In your working configuration, are you using DPCPP compiler and oneMKL bits from the same 2024.0 base tool kit release?
I'm using the tools and libraries that are provisioned by the image on IDC, which according to the website seems to be: Ubuntu 22.04 LTS (Jammy Jellyfish) v20240129, oneAPI base kit 2024.0.1, oneAPI HPC kit 2024.0.1 and oneAPI render kit 2024.0.0
If yes, what is different in your non-working version? (Compiler? oneMKL?)
I'm using 2024.0.0 from Conda for my wrapper library. That library however isn't built on-device, it's built on a buildbot, and redistributed together with the necessary MKL/SYCL/OpenCL dependencies.
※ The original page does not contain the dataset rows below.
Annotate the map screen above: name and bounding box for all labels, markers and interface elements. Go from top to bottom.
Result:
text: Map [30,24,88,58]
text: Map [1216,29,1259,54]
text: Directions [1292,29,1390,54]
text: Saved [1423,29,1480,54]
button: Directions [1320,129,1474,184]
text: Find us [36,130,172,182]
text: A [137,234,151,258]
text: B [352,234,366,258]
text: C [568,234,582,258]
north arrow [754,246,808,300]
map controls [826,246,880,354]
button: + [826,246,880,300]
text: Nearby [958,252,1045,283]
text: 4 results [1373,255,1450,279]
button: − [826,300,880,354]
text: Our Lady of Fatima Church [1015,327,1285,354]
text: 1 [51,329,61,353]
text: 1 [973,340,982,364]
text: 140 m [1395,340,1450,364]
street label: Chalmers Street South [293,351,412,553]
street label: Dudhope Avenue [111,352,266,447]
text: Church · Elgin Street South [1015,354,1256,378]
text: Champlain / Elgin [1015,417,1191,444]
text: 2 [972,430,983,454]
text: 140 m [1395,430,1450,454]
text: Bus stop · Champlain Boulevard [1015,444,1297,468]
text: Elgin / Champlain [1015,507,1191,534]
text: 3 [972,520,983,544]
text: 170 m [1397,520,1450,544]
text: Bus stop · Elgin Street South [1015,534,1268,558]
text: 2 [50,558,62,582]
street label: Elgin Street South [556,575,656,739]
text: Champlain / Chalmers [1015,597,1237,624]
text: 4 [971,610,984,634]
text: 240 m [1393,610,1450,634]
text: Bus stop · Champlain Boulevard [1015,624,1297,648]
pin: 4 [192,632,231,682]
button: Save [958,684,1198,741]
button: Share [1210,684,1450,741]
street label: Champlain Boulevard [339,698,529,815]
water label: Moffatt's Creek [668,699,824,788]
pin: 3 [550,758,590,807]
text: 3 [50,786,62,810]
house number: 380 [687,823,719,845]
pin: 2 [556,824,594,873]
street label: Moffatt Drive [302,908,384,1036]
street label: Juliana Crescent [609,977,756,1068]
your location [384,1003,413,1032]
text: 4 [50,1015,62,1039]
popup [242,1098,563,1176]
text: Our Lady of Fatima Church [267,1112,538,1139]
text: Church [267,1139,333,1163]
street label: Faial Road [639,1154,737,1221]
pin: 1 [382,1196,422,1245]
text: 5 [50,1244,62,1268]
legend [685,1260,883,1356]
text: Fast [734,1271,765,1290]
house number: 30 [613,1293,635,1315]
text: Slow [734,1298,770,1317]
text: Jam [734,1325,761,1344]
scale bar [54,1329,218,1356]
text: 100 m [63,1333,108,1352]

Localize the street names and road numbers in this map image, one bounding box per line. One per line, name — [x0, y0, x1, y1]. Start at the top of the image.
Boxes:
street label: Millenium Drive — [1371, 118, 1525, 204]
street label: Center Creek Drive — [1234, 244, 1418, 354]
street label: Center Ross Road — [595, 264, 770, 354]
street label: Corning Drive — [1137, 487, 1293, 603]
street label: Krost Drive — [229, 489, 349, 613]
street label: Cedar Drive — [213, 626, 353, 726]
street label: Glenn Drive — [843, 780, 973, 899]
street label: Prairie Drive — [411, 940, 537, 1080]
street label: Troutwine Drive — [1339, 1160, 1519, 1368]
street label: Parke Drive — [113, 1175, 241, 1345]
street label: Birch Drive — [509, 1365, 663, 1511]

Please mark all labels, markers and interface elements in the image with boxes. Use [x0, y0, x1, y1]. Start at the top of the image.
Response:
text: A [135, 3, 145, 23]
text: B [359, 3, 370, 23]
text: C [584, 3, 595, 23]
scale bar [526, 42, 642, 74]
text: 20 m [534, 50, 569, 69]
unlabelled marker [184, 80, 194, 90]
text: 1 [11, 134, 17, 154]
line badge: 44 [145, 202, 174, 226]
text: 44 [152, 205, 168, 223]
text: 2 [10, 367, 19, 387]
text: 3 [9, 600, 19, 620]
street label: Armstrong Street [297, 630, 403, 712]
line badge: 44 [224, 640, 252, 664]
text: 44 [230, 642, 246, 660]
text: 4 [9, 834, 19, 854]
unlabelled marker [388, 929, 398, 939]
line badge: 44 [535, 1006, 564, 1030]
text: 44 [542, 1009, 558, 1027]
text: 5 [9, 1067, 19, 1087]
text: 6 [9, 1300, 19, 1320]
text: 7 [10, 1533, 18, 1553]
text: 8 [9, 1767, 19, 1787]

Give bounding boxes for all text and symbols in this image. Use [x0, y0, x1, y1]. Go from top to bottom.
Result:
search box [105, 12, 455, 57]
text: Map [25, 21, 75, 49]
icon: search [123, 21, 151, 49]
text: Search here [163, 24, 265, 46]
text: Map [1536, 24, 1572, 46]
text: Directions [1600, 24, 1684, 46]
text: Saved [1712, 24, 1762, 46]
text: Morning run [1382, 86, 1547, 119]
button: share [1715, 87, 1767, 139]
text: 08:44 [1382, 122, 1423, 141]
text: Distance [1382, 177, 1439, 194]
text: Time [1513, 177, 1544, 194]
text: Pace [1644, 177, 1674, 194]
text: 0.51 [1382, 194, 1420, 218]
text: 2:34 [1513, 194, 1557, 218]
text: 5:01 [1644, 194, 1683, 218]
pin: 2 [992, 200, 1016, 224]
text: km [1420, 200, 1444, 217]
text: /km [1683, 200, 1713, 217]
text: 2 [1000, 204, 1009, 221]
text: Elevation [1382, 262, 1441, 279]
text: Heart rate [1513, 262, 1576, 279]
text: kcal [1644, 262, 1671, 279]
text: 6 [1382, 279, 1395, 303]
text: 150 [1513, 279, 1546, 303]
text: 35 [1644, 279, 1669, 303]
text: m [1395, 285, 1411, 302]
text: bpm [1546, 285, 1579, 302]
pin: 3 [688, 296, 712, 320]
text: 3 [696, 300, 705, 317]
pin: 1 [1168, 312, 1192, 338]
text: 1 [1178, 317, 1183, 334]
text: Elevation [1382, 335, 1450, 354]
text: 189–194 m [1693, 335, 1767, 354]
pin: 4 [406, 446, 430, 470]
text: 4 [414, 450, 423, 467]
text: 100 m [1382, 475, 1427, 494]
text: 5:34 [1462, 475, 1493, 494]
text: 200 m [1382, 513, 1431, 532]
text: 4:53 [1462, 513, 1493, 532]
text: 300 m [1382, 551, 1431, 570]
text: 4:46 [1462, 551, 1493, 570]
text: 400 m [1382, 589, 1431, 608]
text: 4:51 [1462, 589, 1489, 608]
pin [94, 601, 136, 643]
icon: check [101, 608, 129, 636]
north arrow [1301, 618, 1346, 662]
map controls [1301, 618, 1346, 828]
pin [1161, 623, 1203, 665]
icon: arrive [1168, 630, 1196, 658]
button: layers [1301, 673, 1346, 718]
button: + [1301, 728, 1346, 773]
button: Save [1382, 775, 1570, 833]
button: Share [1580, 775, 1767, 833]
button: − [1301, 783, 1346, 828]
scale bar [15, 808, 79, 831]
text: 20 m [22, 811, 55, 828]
Intel oneMKL product currently requires the OpenCL GPU runtime even when the Level-Zero backend is used.
We already redistribute the things that our MKL wrapper library depends on, including libopencl, see https://github.com/JuliaPackaging/Yggdrasil/blob/77c11e9e797db54e68a8cfd83eb9b0d38830e80f/O/oneAPI_Support/build_tarballs.jl#L116-L119. This has been working perfectly on other architectures, except PVC. We aim for the redistributable wrapper library to be fully stand-alone, so that users don't have to install anything to get oneAPI.jl to work.
Adding @mkrainiuk to this discussion as she is more familiar with the distribution of oneMKL (interfaces)
@maleadt : Can you run the program with LD_DEBUG=libs with both the failing and working versions, as the problem is likely due to different OpenCL library is invoked at runtime?
Also add @kballeda to the thread.
Here you are: https://gist.github.com/maleadt/55d9069b5c63e381858dbe64d9f690d3. At first sight, everything looks OK there, and all oneMKL-related resources are loaded from the artifacts directory (i.e. there's no pollution by system libraries).
There is 'calling init' on the C++ side of the following library that doesn't exist on the Julia side: 128030: calling init: /lib/x86_64-linux-gnu/libze_intel_gpu.so.1. Could it be the problem?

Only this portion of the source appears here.